A reader of Yingling’s book with a sense of this, gay or straight, will, after a while, be compelled to observe that however much Crane was marginalized because of his homosexuality, he’s a good deal less marginal today
than any number of straight male poets of his time—certainly less so than Tate or Winters. Indeed, after Eliot, Pound, and Yeats, the only poet of his era who precedes Crane in reputation is Wallace Stevens—another male homosexual poet.
As it is now, however, that part of Yingling’s argument about Crane’s reception is open to the counterargument that if Crane had not been the “failure” he was, he might all too easily have been nothing at all!
And that is not a good argument—which is to say it only points up the weakness in Yingling’s.
Certainly it’s ironic that in 1927 Winters wrote his own poetic series, The Bare Hills (which Crane once offered to review), all but unread today, which—though it has its delicate, minor-key beauties—performs with none of the force of Crane’s work, possibly because it strives after poetry through a method insistently deaf to the processes and poetic product Winters had excoriated so in Crane. Though Crane did not review it, the reviewers of the day found The Bare Hills “austere.” The modern judgment would be, I suspect, if such a judgment could be said even to exist: thin.

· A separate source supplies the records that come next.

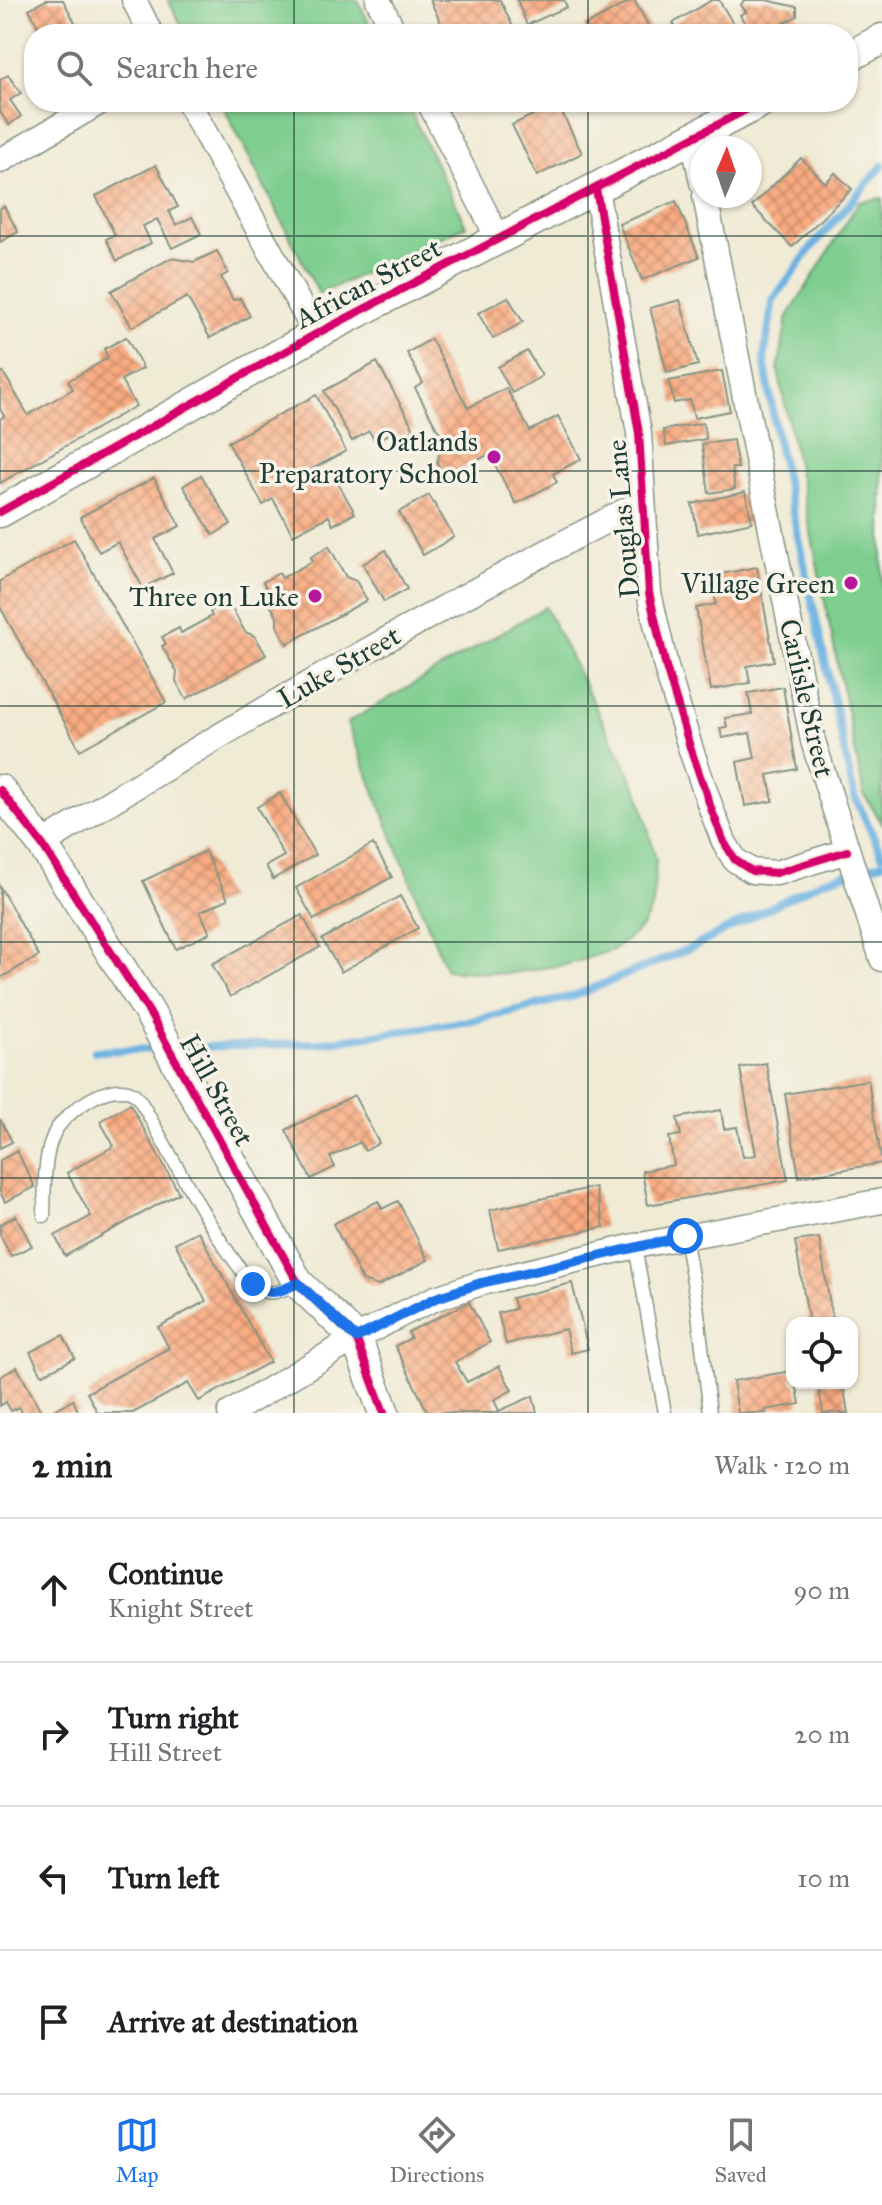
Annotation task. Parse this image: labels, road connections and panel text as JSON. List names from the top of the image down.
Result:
{
  "streets": {
    "street": [
      "African Street",
      "Douglas Lane",
      "Luke Street",
      "Carlisle Street",
      "Hill Street"
    ]
  },
  "crossings": [
    ["African Street", "Douglas Lane"],
    ["Douglas Lane", "Luke Street"],
    ["Douglas Lane", "Carlisle Street"],
    ["Luke Street", "Hill Street"]
  ],
  "places": ["Oatlands Preparatory School", "Village Green", "Three on Luke"],
  "north": "top",
  "page": {
    "search": "Search here",
    "heading": ["2 min", "Walk · 120 m"],
    "list": [
      ["Continue", "Knight Street", "90 m"],
      ["Turn right", "Hill Street", "20 m"],
      ["Turn left", "10 m"],
      "Arrive at destination"
    ],
    "nav": ["Map", "Directions", "Saved"]
  }
}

In a letter to Winters, responding to Winters’s exhortation that the poet be a “complete man,” Crane ends with a warning Winters might well have heeded: “I have neglected to say,” Crane wrote, “that I admire your general attitude, including your distrust of metaphysical or other patent methods. Watch out, though, that you don’t strangulate yourself with some counter-method of your own!” For the morality of a text has to do with its use, not its intent—or, even more frequently, its lack of intent to espouse a position that a later time (sometimes only months on) has decided is more ethical than the unquestioned commonplace of an earlier moment. Would that Winters had been able to distinguish a description of a state of affairs—how language works—from a posed poetic methodology!